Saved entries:
------------------------------------------------------------------------
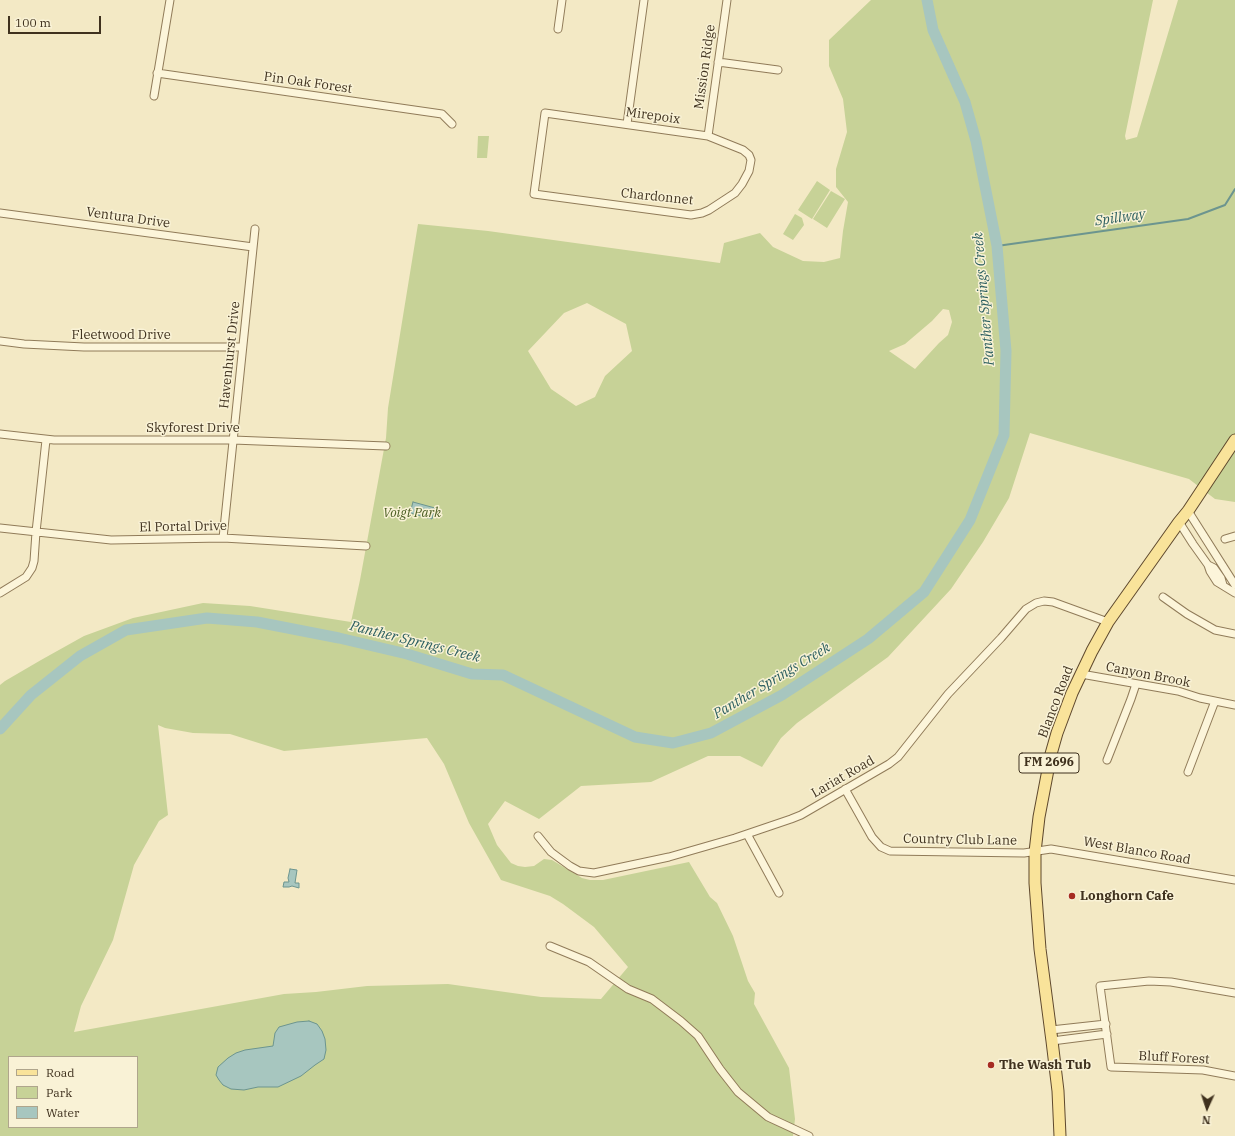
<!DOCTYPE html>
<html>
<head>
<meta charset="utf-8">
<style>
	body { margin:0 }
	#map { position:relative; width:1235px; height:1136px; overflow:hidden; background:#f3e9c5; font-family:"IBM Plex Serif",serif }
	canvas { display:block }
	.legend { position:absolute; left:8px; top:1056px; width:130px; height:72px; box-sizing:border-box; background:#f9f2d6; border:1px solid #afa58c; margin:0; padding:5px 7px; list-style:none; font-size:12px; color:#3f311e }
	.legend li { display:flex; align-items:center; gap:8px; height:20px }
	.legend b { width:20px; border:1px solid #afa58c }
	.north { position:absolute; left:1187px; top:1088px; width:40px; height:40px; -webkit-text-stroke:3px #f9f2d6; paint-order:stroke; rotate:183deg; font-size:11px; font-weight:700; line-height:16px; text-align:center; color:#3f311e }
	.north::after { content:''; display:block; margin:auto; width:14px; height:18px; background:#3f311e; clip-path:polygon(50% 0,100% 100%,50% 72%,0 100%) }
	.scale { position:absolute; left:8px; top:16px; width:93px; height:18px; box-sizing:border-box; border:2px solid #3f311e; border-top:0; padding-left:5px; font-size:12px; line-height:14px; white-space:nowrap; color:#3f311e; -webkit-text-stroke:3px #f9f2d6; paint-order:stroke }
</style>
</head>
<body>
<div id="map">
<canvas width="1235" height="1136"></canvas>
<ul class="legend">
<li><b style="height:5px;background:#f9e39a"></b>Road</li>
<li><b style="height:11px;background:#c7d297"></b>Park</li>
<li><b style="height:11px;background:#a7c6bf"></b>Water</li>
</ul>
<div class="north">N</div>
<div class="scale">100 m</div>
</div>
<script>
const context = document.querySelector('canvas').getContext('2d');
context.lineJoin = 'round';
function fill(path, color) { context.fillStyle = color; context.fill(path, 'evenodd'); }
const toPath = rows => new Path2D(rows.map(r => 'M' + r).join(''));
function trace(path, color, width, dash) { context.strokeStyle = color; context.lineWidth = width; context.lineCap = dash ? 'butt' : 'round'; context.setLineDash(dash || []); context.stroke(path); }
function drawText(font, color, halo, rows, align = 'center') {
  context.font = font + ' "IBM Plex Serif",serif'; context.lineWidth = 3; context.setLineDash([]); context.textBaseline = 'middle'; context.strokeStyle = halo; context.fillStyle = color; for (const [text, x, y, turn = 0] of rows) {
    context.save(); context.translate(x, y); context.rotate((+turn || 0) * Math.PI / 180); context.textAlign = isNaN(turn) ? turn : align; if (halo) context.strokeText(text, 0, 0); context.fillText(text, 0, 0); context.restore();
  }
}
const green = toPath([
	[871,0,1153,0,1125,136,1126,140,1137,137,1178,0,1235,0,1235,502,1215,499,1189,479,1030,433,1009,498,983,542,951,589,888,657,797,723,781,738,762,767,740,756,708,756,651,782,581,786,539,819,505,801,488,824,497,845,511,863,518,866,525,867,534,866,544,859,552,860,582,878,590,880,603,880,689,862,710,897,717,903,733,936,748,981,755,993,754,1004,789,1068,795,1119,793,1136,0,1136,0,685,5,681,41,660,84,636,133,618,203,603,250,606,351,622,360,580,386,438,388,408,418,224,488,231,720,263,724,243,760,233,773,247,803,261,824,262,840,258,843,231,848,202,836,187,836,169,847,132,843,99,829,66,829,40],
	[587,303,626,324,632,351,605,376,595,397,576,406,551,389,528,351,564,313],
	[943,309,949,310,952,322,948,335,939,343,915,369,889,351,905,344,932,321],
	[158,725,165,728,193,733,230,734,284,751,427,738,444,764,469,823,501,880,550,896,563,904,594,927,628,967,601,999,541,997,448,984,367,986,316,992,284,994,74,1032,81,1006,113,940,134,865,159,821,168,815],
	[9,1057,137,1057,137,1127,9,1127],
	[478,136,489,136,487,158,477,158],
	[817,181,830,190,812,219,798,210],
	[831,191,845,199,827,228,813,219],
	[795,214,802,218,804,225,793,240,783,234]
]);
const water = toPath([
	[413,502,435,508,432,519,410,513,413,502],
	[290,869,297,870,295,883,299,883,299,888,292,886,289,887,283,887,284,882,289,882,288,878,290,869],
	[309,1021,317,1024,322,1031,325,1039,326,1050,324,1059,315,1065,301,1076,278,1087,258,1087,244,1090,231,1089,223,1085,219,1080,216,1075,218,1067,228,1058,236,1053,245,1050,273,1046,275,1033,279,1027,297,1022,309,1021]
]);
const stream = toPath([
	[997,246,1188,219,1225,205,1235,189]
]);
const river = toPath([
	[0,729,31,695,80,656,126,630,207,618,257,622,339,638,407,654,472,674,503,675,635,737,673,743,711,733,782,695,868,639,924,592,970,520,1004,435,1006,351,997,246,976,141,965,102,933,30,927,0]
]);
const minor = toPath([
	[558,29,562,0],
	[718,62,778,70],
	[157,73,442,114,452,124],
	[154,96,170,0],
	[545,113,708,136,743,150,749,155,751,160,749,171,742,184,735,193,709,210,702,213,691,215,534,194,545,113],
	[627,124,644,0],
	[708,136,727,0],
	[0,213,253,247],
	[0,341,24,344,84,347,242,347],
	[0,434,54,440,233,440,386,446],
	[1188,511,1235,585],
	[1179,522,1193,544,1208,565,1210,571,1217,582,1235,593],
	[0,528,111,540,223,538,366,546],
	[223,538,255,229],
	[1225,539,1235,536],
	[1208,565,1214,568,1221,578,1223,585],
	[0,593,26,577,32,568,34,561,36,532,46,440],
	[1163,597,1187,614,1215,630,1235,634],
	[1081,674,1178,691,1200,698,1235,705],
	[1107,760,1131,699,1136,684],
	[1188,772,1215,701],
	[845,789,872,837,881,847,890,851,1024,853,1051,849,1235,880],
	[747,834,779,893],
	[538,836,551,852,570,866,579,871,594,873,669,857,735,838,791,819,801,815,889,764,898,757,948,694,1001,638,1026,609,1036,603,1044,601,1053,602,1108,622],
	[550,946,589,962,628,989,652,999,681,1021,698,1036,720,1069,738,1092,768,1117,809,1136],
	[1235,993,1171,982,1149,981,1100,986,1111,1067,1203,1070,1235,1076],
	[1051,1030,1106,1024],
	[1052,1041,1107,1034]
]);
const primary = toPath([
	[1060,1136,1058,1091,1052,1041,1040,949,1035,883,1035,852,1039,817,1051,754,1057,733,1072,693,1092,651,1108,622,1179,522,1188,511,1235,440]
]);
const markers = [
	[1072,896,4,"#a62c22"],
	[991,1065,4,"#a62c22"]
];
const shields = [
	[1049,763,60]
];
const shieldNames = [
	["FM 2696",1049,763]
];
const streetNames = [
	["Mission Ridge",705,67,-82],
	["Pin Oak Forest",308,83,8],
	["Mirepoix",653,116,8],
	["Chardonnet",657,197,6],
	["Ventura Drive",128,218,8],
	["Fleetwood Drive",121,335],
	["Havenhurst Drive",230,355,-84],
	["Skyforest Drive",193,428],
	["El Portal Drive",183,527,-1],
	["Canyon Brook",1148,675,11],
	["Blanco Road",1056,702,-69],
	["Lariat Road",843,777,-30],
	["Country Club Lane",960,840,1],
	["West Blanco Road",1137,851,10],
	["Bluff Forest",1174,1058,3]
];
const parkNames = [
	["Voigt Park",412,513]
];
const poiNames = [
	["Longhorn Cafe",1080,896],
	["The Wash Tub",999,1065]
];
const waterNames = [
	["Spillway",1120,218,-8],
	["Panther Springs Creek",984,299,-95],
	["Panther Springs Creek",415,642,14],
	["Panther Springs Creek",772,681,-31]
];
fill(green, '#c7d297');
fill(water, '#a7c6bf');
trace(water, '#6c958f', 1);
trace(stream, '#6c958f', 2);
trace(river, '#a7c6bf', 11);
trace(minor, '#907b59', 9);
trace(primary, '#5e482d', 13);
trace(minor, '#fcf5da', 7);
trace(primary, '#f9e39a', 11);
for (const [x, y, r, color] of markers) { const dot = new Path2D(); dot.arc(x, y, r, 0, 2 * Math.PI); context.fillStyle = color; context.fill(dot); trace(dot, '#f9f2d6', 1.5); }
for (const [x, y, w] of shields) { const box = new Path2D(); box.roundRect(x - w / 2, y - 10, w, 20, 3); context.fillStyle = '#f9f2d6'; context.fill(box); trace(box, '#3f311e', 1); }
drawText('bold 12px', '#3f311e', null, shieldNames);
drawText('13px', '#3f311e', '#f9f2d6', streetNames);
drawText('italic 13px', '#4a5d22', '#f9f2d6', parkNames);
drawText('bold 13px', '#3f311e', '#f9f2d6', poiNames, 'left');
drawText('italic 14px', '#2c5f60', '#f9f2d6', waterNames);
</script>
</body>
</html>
------------------------------------------------------------------------
▶ [Task requirements] Only the lines above that include the word "canvas" belong in the answer; copy each one.

▶ [Result of the task]
	canvas { display:block }
<canvas width="1235" height="1136"></canvas>
const context = document.querySelector('canvas').getContext('2d');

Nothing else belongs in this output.